Representation of relations in on-disk format

bussec commented 4 years ago

These thoughts are based on our discussions around #409 and other single-cell stuff. However, as they are rather generic in nature I created a new ticket. As I assume that issues like these will come up in the future, my question is whether we can come up with default strategies how to address them?

There are various levels of representation that need to be consistent with each other:

The abstract Data Schema. This is basically a graph in which nodes are entities and edges are relations between them (for simplification I do not distinguish between entities and concepts as they are the same at this level).
The schema.yaml, which is the representations of the Data Schema in a file under the constrains of OpenAPI. In here, entities are represented as objects and relations as _id attributes to these objects. Whether a given _id is a primary or foreign key is not explictly specified, but naming convention (e.g., primary key is always <object_name>_id) should be good enough for now.
The TSV+JSON representation aka the "DataRep standard". Here entities become rows (for TSV) or records (JSON).
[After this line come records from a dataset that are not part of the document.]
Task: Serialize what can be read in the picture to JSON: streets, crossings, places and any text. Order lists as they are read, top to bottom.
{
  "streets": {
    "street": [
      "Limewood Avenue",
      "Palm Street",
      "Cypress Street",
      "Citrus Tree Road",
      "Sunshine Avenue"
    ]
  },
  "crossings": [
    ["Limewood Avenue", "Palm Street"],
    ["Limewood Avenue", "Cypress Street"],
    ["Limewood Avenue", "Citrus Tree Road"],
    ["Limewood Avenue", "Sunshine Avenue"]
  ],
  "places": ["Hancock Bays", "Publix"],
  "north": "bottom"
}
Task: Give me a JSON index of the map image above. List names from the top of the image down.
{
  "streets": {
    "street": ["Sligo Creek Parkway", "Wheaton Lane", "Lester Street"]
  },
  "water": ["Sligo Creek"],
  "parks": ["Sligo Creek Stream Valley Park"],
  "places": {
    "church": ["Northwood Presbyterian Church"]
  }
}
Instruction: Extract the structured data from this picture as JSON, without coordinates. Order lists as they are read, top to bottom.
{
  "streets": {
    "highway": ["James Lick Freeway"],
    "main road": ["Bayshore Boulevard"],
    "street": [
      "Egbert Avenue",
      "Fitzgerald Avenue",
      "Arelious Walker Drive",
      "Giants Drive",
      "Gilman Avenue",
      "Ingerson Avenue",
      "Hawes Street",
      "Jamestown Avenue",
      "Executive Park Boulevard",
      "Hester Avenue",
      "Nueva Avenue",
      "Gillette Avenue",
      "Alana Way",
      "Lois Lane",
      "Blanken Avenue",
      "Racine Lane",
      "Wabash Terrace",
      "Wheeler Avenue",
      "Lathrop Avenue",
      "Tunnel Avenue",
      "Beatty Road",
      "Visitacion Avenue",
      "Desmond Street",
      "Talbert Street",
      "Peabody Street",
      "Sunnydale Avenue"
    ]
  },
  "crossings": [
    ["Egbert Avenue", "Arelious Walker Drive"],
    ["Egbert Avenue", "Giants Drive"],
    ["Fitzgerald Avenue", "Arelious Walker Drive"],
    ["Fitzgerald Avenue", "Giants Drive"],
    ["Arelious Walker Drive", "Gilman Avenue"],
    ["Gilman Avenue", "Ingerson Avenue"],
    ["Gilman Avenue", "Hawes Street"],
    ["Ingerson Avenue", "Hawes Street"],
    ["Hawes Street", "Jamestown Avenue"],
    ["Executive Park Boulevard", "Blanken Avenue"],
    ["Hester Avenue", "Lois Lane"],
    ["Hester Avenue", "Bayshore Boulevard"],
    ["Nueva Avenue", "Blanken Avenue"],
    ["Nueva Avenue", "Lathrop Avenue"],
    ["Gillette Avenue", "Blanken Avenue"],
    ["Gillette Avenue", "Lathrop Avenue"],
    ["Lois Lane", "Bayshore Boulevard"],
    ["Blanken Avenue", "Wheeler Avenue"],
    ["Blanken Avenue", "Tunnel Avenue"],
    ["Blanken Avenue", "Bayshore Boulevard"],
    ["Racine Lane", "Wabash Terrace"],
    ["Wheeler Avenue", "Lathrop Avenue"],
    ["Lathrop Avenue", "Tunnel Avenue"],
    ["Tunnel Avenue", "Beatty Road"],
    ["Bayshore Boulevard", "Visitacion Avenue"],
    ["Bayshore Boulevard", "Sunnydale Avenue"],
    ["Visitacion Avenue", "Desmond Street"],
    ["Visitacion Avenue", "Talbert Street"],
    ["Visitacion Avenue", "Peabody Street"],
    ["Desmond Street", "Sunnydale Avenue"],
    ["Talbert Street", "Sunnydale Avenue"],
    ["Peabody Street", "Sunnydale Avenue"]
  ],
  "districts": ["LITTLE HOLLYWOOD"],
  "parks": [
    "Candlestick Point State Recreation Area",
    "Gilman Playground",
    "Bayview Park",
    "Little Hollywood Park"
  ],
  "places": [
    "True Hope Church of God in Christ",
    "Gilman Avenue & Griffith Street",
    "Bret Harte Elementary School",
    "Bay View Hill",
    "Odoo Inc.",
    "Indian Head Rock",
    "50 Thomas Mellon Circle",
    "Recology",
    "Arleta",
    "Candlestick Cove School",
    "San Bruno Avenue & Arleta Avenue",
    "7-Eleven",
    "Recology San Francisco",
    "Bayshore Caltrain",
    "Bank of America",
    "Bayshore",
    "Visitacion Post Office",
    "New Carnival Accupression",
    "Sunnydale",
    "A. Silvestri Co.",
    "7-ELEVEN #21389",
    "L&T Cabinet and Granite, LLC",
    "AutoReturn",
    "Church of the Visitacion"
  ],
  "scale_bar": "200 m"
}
In my perception, the representation of entities across these levels is by and large ok, but it's the relations that give us trouble:

Part of the problem is the question whether schema.yaml is a representation of the Data Schema (as described above) or a template for TSV+JSON or both.
The representation of relations on the TSV+JSON level MUST be sufficient reconstruct all relations potentially present on the abstract level. While doing this, the representation SHOULD be a simple as possible.
Unidirectional linkage between entities (e.g., a Cell record referencing a Rearrangement via its rearrangement_id without a reciprocal reference being present in the Rearrangement) on the TSV+JSON is sufficient to fulfill point (2). Bidirectional linkage creates potential problems of consistency and thus SHOULD be avoided. There MAY be exceptions to this based on performance (but see (4) first).
If we accept multiple ways to represent relations (i.e., referencing from A to B, or B to A or both) we create variants, the number of which will grow exponentially with the number of entities. This creates numerous opportunities to generate ambigous output and therefore would put the burden on the side of software that reads and writes the TSV+JSON. In addition, not all implementors will be aware of the full repercussions of their chosen design. For once Freedom is Slavery, therefore we should settle to do this in only a single way.
It is unlikely that there will be any general rule to always represent relations in a specific file or file type (e.g., "always in the JSON" vs. "always in the TSV") as the best implementation depends on multiple factors:
- type of relation (1:1, 1:N, N:N)
- restrictions on multiple reference based on format or parsing performance
- types of the linked entities (local vs. global, see (6))
Entities come in different types, which are sometimes not directly obvious to us (see discussions around Receptor):
- A local entity is something that exists within a study because it was somehow observed with its context and can only meaningfully be interpreted within this context.
- An global entity is something abstract that exists independent of an actual observation (it is probably the same thing as a concept within an ontology, but I am not 100% sure about this). It should be noted that while it MAY be stored remotely this is not necessarily the case, however even a local storage does not change its global type.
- local <-> global relations should be represented in the local entity.
Finally, for global entities in remote repositories we need to consider whether they can be created and/or modified there (this is the same problem as for ontologies). For relations, it does raise the question of the temporary local write-caching of global entities and the update procedures once the entity is accepted to the remote repository. If we do not want to bother with a local write-cache then we need to accept that we cannot provide the complete information (as some global objects might not exist), i.e. some relations will be NULL-ed on the side of the local entity.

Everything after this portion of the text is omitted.